▶ **What you have to do**
Quote the records in full and leave their pictures out.

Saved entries
◆ ◆ ◆
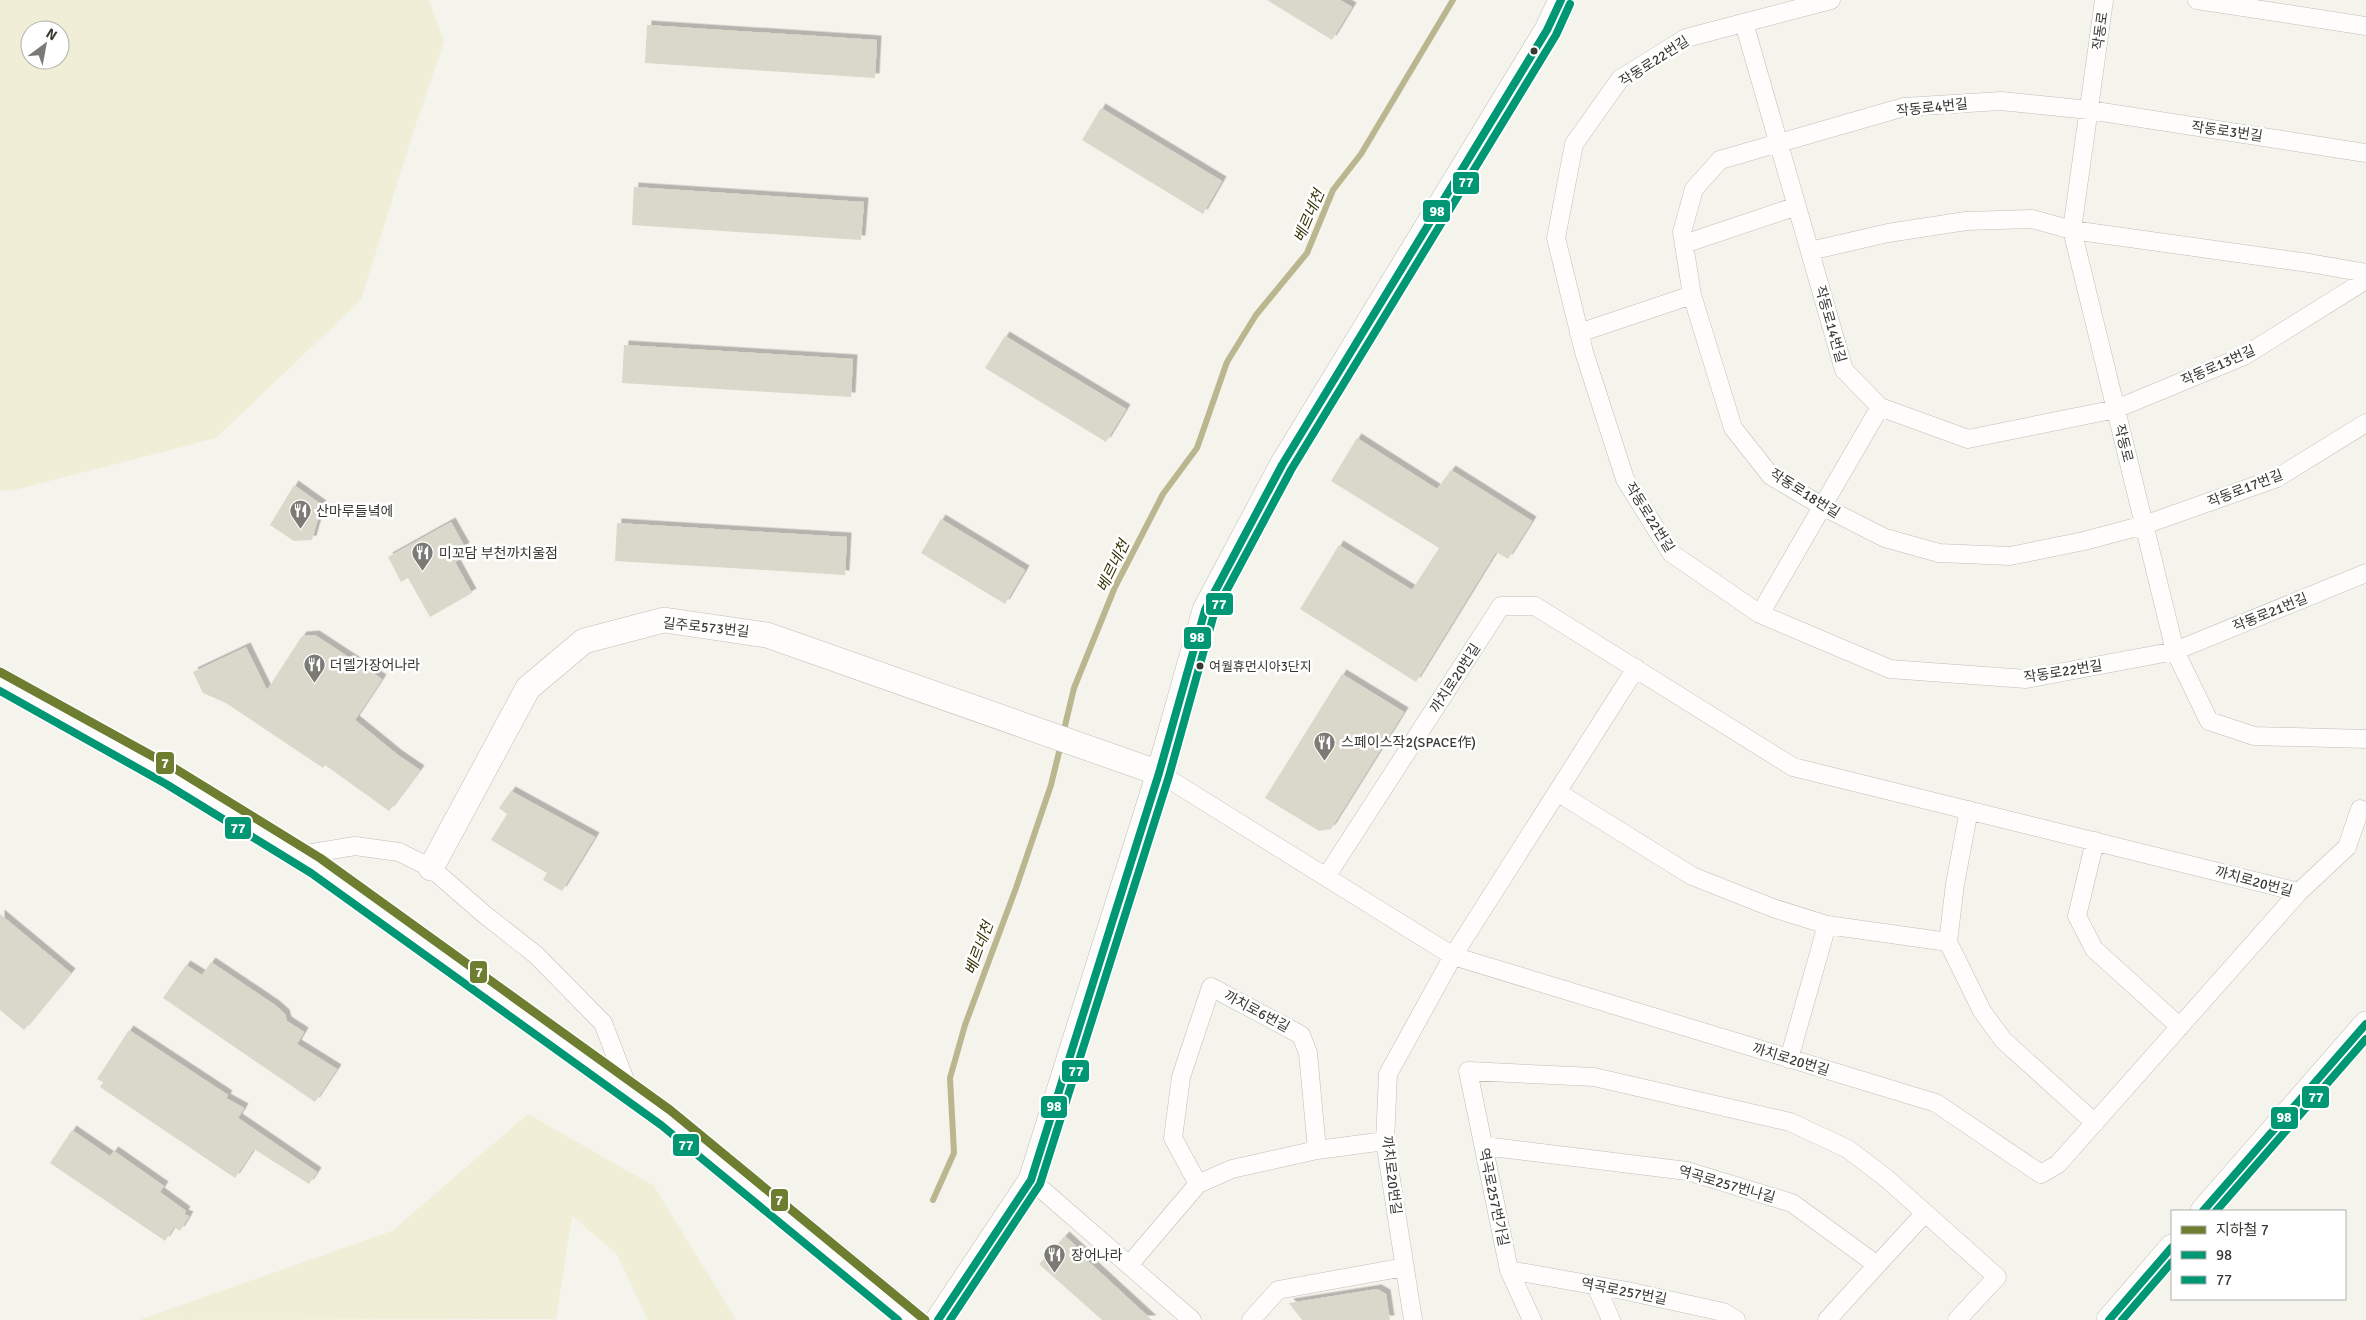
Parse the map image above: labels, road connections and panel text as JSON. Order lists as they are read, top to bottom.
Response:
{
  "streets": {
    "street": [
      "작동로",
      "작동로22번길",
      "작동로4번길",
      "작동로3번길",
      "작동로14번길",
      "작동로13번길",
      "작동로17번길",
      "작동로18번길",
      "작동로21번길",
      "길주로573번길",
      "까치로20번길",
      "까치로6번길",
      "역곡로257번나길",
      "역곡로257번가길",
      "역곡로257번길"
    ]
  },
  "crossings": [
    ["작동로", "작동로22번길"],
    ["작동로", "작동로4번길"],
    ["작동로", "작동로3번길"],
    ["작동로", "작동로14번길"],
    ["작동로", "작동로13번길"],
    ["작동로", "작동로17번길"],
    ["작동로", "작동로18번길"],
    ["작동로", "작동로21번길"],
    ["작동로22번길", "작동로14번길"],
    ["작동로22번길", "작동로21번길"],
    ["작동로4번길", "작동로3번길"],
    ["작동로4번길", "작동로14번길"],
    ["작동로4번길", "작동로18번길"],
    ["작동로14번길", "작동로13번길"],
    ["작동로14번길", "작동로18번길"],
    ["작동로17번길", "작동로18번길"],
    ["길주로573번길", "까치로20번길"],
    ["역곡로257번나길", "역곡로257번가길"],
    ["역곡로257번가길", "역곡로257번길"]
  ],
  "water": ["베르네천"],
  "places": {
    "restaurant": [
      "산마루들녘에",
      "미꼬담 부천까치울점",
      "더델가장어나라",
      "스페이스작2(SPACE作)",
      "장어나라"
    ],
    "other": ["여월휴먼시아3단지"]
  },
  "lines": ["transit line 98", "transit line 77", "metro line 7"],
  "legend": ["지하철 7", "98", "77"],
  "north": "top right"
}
◆ ◆ ◆
▶ **The completed task**
Parse the map image above: labels, road connections and panel text as JSON. Order lists as they are read, top to bottom.
Response:
{
  "streets": {
    "street": [
      "작동로",
      "작동로22번길",
      "작동로4번길",
      "작동로3번길",
      "작동로14번길",
      "작동로13번길",
      "작동로17번길",
      "작동로18번길",
      "작동로21번길",
      "길주로573번길",
      "까치로20번길",
      "까치로6번길",
      "역곡로257번나길",
      "역곡로257번가길",
      "역곡로257번길"
    ]
  },
  "crossings": [
    ["작동로", "작동로22번길"],
    ["작동로", "작동로4번길"],
    ["작동로", "작동로3번길"],
    ["작동로", "작동로14번길"],
    ["작동로", "작동로13번길"],
    ["작동로", "작동로17번길"],
    ["작동로", "작동로18번길"],
    ["작동로", "작동로21번길"],
    ["작동로22번길", "작동로14번길"],
    ["작동로22번길", "작동로21번길"],
    ["작동로4번길", "작동로3번길"],
    ["작동로4번길", "작동로14번길"],
    ["작동로4번길", "작동로18번길"],
    ["작동로14번길", "작동로13번길"],
    ["작동로14번길", "작동로18번길"],
    ["작동로17번길", "작동로18번길"],
    ["길주로573번길", "까치로20번길"],
    ["역곡로257번나길", "역곡로257번가길"],
    ["역곡로257번가길", "역곡로257번길"]
  ],
  "water": ["베르네천"],
  "places": {
    "restaurant": [
      "산마루들녘에",
      "미꼬담 부천까치울점",
      "더델가장어나라",
      "스페이스작2(SPACE作)",
      "장어나라"
    ],
    "other": ["여월휴먼시아3단지"]
  },
  "lines": ["transit line 98", "transit line 77", "metro line 7"],
  "legend": ["지하철 7", "98", "77"],
  "north": "top right"
}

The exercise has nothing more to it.